▶ [TASK]: Could you count the lines in the listing that include the word "fabs"? Give only the number.

__________

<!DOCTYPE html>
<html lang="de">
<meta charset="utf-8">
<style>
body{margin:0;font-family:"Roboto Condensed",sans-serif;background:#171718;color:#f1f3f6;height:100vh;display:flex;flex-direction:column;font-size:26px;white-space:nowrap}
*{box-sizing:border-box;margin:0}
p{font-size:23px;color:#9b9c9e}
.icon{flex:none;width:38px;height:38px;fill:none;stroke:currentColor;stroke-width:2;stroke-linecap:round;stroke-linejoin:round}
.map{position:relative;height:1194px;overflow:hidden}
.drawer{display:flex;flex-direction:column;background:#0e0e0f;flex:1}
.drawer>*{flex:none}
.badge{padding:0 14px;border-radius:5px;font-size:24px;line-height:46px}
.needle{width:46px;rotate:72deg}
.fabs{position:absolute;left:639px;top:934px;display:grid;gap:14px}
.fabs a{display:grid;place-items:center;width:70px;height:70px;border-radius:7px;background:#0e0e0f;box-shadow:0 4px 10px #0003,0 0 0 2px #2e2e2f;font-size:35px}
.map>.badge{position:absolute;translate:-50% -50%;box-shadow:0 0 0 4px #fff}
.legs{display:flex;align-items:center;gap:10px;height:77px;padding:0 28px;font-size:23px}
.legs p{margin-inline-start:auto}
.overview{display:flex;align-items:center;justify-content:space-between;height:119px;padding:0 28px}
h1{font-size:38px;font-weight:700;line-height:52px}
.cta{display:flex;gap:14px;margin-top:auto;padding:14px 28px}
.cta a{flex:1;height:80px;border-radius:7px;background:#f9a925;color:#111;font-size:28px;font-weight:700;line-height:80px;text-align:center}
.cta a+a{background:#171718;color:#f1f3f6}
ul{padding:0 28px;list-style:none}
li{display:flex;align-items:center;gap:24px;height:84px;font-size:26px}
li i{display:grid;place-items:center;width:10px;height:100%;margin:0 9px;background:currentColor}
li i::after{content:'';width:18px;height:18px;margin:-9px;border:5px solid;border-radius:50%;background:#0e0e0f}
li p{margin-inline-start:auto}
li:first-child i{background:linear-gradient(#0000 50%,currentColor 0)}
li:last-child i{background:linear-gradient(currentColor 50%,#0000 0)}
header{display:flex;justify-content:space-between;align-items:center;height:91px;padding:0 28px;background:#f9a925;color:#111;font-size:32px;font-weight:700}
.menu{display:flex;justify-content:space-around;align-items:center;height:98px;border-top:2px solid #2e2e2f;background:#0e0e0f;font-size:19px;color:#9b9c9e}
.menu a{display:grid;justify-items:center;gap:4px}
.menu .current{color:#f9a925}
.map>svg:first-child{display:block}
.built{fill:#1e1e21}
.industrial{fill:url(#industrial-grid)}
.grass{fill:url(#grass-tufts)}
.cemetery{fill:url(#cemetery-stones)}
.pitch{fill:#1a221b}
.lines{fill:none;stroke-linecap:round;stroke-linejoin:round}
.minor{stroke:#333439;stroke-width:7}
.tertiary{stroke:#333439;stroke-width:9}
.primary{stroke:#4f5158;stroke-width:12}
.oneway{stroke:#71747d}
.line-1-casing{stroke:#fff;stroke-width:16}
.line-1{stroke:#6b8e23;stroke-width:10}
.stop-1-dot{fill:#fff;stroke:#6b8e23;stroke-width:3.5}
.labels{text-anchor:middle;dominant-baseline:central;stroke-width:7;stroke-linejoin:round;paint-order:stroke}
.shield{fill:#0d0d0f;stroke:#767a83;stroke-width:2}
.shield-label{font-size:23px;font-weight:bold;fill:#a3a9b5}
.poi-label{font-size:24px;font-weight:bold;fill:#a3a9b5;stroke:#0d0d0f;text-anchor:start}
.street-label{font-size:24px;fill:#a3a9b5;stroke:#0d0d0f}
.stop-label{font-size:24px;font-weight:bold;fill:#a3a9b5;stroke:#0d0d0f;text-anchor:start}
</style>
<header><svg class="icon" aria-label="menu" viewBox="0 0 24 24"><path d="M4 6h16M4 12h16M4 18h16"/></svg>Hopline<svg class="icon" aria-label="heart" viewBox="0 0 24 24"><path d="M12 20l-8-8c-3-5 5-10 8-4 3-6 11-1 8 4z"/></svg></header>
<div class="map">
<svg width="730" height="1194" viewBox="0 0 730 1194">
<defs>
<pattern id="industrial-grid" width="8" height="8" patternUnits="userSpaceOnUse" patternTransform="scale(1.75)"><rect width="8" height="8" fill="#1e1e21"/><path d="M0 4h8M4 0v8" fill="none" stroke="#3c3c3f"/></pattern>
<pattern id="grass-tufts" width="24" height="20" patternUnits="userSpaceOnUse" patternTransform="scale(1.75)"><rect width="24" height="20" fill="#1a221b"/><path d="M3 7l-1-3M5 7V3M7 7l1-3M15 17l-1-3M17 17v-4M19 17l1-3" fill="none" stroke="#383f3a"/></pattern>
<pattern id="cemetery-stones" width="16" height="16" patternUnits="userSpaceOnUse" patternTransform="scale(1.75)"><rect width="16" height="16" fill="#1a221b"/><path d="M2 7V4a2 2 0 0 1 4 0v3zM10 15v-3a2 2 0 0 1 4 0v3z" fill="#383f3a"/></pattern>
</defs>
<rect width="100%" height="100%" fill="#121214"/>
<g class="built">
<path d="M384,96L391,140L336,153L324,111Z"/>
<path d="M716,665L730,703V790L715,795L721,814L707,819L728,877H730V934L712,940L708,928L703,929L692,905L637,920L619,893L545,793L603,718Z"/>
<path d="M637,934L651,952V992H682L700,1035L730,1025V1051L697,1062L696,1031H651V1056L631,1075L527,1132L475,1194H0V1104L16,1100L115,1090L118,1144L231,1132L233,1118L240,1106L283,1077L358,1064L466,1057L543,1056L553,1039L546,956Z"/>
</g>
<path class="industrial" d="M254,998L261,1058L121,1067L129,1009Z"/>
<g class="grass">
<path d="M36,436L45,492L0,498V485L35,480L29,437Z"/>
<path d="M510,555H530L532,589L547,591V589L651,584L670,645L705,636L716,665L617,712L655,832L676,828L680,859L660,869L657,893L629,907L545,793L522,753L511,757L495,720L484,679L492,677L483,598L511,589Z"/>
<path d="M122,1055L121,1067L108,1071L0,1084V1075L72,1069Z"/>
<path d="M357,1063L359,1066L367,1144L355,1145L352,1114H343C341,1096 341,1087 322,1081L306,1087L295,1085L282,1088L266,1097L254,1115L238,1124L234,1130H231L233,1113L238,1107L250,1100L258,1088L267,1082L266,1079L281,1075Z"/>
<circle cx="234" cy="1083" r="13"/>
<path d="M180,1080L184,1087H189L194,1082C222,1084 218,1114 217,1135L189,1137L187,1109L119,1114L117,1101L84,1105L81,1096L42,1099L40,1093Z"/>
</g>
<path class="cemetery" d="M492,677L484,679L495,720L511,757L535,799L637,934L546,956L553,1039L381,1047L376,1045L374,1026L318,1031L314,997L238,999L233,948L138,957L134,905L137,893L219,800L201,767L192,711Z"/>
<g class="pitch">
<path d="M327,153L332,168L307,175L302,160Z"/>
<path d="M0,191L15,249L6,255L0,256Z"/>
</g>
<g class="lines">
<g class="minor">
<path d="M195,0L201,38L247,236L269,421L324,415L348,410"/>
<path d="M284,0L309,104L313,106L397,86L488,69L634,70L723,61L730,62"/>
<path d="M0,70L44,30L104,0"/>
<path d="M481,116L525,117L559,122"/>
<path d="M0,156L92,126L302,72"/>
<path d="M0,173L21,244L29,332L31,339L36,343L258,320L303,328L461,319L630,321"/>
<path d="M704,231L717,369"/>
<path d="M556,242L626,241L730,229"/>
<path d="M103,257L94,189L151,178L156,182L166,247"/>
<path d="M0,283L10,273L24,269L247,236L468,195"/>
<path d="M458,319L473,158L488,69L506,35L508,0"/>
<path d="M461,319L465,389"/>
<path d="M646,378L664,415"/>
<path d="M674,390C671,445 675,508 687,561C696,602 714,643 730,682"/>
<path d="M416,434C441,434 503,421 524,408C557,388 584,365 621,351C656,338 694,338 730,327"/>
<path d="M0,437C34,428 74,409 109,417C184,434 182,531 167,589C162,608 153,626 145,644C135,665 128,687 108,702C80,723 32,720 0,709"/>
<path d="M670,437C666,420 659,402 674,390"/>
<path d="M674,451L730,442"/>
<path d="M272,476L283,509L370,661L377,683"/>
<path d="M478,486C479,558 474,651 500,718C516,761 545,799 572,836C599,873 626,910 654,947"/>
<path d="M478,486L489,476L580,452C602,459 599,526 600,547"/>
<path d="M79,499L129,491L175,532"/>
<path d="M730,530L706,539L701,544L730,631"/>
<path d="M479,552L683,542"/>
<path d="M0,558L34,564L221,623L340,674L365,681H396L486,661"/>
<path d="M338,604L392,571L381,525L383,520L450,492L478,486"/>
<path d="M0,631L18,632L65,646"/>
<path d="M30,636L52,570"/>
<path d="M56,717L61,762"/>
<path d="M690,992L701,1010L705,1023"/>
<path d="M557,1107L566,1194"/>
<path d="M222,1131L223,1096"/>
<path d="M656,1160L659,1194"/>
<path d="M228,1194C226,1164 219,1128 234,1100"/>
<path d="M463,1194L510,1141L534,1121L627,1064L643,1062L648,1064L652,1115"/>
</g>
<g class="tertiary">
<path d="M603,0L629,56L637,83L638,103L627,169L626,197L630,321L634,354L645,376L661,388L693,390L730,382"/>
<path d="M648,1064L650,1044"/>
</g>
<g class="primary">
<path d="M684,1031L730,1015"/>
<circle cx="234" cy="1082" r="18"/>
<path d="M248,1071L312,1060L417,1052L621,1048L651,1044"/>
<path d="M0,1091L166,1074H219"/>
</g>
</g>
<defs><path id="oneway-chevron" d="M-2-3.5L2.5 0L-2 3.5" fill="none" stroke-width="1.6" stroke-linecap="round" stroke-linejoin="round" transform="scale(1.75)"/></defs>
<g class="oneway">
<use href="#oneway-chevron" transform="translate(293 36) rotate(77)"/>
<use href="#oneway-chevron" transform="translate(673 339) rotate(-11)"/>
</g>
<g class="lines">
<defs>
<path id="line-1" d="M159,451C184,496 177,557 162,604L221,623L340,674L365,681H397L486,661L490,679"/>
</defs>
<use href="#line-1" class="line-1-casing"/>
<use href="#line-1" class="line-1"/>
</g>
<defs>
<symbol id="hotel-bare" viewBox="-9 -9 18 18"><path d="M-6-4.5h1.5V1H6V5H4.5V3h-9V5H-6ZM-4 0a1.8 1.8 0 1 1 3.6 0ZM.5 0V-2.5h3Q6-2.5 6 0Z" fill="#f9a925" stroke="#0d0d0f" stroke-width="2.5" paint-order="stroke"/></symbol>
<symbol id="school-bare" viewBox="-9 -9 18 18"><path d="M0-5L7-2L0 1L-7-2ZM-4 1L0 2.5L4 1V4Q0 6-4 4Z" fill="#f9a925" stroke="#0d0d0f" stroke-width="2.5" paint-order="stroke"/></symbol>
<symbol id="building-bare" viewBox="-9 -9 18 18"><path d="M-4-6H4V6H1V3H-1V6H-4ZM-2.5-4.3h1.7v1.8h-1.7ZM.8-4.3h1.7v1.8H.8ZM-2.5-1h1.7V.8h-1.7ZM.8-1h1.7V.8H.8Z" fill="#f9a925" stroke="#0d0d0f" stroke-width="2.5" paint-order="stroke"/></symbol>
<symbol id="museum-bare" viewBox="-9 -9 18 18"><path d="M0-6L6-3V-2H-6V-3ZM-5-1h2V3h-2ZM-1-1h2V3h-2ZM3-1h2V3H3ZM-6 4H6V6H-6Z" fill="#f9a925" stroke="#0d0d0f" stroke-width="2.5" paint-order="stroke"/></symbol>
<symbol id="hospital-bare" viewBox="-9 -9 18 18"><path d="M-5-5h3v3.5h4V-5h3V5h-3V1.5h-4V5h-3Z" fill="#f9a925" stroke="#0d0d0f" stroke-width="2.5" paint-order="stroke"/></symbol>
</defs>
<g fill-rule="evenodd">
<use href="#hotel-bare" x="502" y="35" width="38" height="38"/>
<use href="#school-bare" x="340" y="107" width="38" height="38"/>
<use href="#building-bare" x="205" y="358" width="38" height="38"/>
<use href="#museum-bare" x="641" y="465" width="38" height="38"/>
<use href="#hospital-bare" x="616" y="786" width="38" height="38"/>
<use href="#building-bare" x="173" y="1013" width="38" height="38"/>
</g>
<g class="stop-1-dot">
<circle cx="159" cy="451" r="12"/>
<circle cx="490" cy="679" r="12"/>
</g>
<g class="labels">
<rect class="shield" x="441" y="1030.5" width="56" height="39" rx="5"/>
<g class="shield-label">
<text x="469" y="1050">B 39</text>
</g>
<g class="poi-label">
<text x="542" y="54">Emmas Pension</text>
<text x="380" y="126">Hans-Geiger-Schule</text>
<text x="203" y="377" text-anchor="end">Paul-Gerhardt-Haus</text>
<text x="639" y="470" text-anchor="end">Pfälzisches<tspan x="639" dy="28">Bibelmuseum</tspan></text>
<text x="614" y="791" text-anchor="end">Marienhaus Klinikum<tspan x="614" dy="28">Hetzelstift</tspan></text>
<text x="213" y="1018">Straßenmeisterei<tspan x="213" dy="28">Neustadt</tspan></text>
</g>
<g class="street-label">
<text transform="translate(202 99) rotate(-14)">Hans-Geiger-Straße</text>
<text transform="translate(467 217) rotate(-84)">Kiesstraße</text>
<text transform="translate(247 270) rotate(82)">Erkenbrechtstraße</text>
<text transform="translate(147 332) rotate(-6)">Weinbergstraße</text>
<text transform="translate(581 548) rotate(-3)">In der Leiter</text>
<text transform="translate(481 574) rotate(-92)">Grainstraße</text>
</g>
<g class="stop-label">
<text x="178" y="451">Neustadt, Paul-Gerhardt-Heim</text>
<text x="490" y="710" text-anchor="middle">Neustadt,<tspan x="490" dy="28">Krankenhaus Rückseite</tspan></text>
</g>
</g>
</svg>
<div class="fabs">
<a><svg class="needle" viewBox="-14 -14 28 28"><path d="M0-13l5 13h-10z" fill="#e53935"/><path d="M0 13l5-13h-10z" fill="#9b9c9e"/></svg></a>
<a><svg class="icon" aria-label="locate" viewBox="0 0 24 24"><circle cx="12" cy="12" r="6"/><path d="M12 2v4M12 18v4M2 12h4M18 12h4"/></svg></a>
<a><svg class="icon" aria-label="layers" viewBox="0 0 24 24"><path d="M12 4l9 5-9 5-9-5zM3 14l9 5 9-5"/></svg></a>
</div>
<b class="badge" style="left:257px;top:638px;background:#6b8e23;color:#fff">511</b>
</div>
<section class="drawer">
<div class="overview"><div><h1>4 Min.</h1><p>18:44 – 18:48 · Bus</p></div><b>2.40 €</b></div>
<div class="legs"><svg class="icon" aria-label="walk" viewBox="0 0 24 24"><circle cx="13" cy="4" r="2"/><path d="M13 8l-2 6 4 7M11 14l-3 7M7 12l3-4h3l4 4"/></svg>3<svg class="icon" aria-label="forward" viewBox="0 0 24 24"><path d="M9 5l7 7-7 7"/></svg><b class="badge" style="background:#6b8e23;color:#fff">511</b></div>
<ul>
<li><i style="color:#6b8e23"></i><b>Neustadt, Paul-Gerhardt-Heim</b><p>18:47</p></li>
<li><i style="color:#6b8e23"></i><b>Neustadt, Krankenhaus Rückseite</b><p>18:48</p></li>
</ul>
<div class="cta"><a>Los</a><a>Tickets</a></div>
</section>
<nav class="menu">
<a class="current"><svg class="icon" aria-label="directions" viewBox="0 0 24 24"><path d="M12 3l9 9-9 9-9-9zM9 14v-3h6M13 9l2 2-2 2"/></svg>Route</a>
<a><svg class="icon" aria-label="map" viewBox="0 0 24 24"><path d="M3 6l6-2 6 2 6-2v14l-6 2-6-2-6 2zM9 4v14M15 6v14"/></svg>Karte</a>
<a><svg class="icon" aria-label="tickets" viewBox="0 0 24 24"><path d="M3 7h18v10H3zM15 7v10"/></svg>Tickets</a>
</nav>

__________

▶ [RESPONSE AREA]: 3